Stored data

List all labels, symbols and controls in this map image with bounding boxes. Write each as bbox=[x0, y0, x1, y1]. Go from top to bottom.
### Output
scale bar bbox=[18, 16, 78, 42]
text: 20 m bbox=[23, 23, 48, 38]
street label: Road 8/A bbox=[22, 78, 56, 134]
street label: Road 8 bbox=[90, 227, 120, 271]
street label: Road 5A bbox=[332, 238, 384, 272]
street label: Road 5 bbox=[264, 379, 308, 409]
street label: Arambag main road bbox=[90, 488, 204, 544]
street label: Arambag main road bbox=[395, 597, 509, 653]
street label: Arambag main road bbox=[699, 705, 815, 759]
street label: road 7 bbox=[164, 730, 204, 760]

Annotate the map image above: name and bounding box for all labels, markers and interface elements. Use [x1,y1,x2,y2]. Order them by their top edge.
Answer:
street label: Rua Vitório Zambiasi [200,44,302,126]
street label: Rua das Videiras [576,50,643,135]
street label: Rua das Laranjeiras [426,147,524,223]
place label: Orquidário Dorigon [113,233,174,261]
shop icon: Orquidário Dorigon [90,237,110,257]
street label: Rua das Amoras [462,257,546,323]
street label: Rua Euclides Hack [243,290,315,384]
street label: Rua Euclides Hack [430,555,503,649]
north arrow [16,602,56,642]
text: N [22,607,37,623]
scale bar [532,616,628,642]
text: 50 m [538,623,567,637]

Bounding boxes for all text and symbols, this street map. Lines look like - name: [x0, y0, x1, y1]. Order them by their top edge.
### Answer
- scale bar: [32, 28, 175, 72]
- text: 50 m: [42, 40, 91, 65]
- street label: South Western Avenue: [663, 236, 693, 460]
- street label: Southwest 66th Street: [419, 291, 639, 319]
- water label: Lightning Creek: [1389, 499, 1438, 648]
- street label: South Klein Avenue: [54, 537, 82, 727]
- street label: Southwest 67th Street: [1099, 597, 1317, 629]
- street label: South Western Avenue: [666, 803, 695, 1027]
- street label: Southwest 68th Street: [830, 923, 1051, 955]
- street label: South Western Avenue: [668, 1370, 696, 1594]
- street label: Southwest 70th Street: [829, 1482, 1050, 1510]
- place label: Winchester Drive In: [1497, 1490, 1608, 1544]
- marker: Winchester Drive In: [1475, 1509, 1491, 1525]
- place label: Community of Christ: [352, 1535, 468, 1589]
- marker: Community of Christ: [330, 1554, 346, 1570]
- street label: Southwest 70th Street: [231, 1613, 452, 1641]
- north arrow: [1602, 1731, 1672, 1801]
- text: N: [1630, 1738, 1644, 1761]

* * *

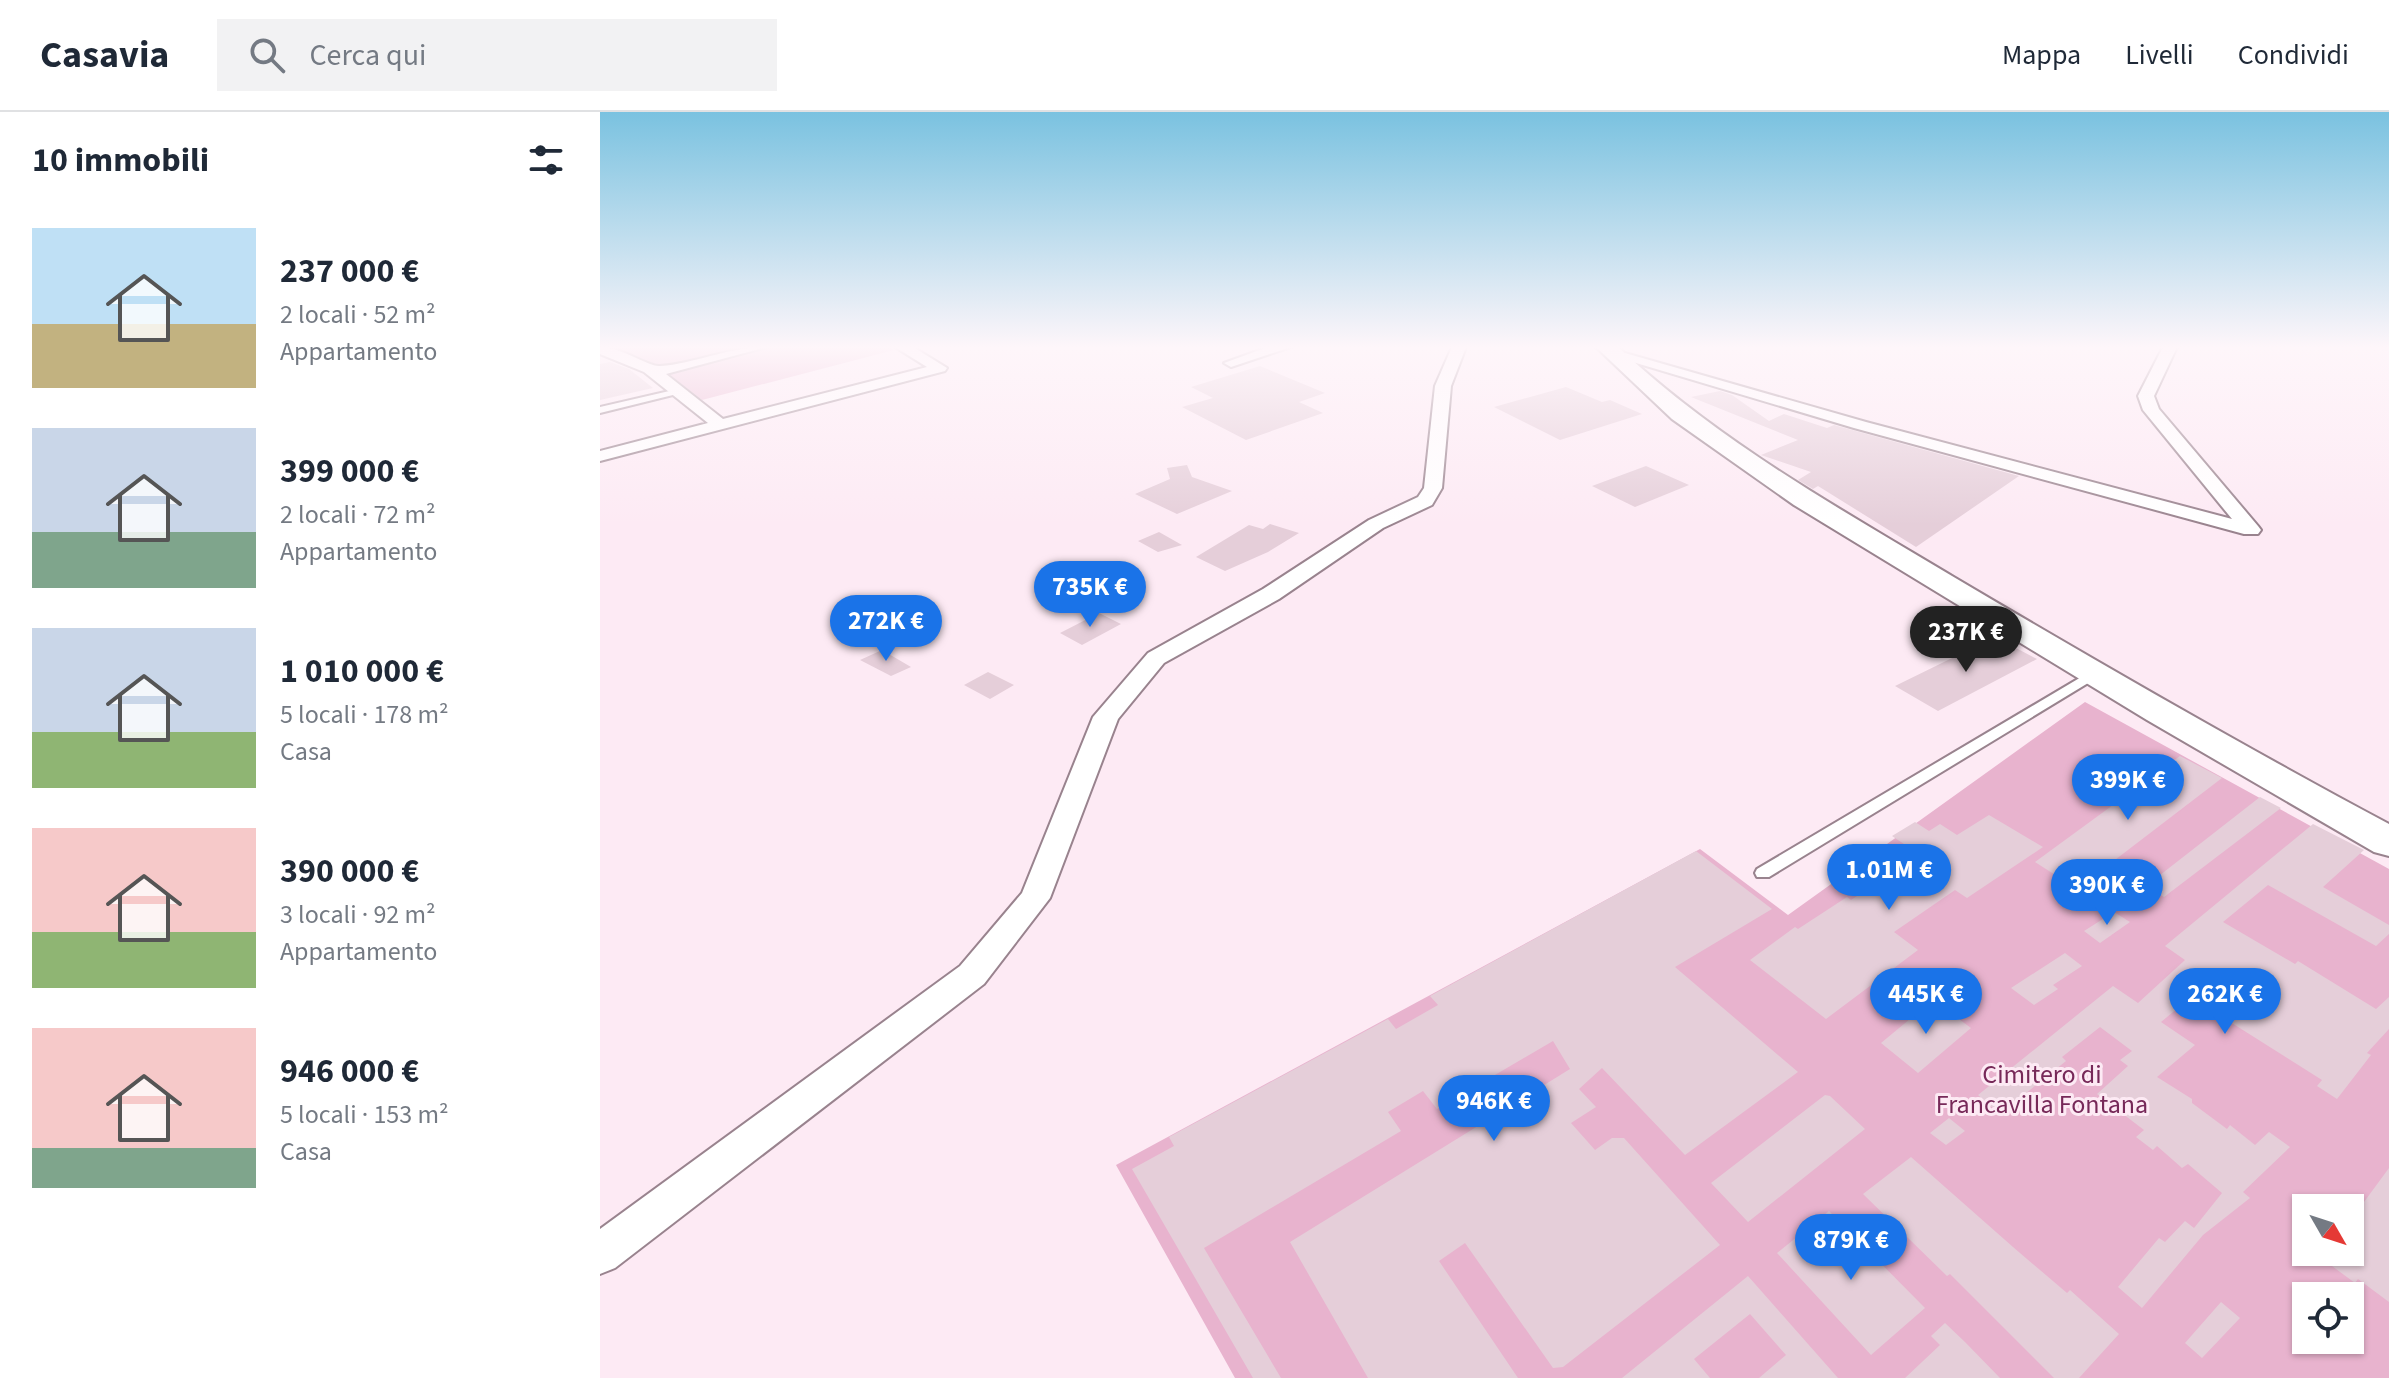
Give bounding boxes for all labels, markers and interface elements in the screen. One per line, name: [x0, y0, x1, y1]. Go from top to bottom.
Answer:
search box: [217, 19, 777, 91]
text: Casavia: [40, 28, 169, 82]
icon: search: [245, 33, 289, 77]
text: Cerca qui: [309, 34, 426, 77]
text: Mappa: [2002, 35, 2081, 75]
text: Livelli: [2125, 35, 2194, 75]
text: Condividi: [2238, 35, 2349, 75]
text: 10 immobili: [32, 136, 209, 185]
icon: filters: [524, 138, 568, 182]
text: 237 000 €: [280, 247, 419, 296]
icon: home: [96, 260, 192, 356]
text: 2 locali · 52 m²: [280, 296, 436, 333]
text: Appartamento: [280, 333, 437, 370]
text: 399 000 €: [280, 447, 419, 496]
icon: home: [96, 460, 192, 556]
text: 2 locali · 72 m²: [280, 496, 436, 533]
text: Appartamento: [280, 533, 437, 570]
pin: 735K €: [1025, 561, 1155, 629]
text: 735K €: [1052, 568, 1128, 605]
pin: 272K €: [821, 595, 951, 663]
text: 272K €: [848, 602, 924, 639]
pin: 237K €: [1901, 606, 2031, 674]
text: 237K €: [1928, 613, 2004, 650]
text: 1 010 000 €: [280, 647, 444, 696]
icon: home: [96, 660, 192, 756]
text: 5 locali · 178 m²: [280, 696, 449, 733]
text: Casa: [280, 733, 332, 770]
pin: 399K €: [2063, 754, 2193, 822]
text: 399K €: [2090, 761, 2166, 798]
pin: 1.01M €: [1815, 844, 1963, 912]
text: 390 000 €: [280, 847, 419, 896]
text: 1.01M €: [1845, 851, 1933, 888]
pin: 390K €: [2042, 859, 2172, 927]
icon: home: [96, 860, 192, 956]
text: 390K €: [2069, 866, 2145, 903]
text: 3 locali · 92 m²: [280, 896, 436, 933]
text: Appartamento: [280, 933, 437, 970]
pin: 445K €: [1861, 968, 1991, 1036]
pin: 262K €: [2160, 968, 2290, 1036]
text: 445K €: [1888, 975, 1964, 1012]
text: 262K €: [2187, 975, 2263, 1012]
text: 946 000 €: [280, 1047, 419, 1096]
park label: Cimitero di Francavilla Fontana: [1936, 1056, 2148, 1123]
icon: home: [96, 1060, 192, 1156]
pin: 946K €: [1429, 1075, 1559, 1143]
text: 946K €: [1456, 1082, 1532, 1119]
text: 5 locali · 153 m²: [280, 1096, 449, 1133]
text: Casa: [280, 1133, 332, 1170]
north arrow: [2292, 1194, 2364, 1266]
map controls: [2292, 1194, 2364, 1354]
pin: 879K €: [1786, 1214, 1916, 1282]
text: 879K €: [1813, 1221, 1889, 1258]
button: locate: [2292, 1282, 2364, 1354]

==

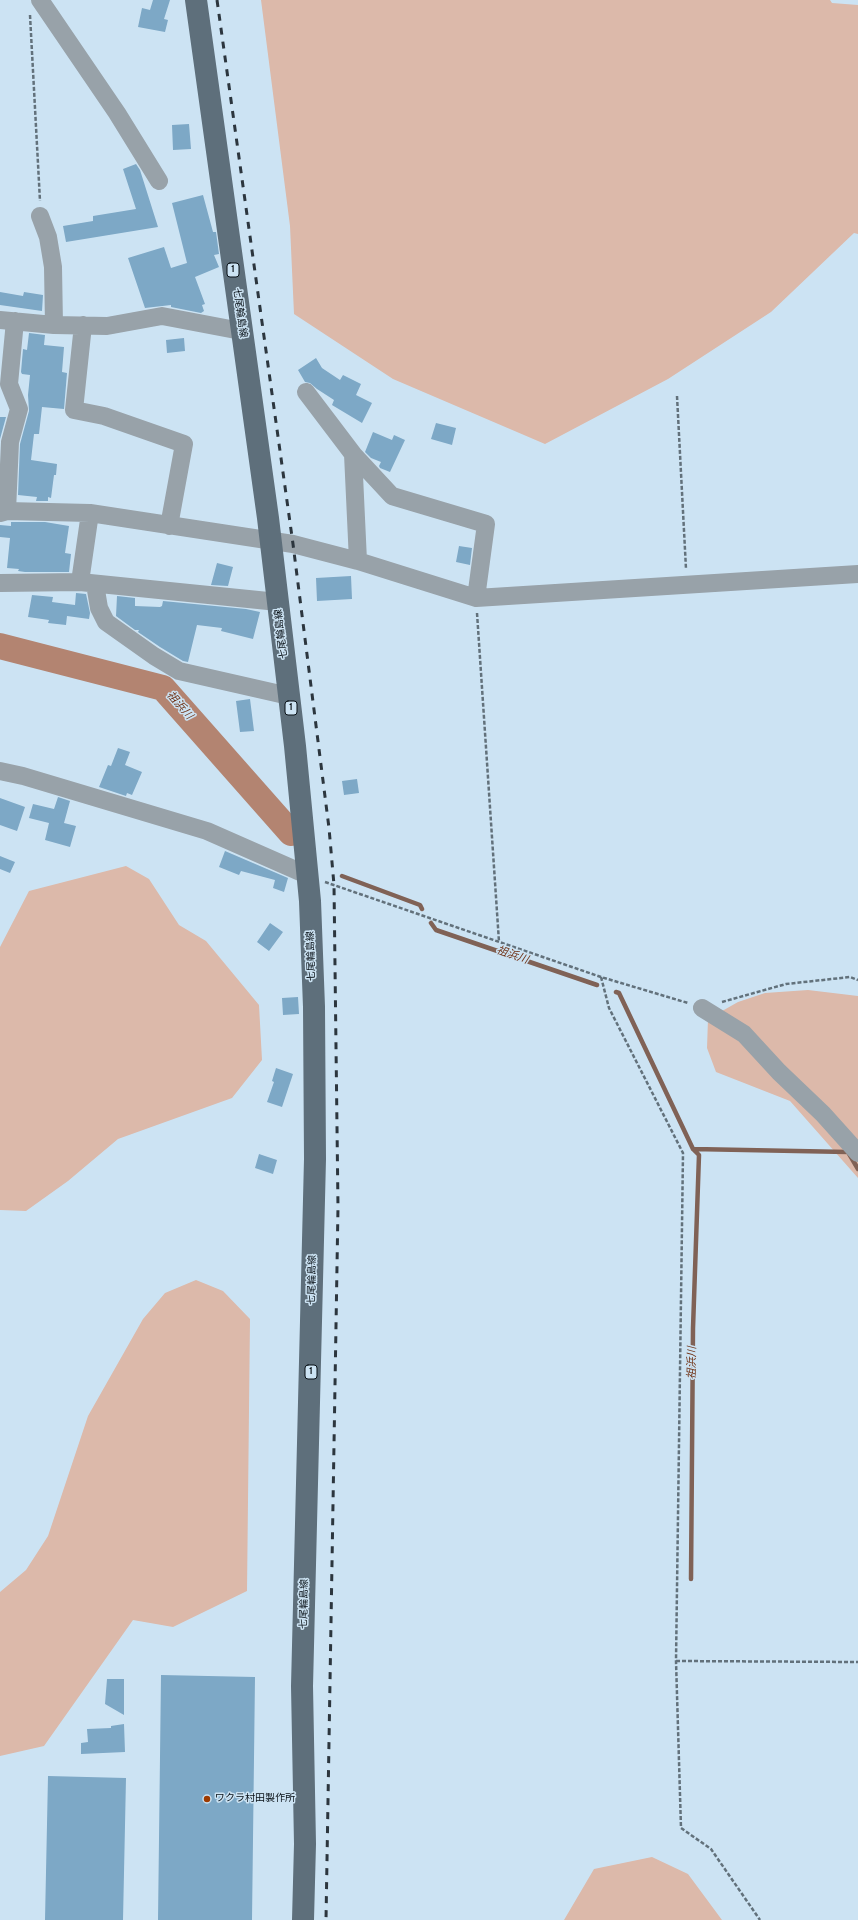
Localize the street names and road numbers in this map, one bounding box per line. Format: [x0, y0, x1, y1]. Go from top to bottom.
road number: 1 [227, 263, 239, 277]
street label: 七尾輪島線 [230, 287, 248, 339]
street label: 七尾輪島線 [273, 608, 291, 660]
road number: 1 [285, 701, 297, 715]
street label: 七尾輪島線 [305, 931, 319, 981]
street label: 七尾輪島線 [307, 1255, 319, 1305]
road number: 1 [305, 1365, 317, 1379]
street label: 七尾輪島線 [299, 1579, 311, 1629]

What to do:
How many lines of the entries hold the word "interface"? Respond with the number alone.

The answer:
2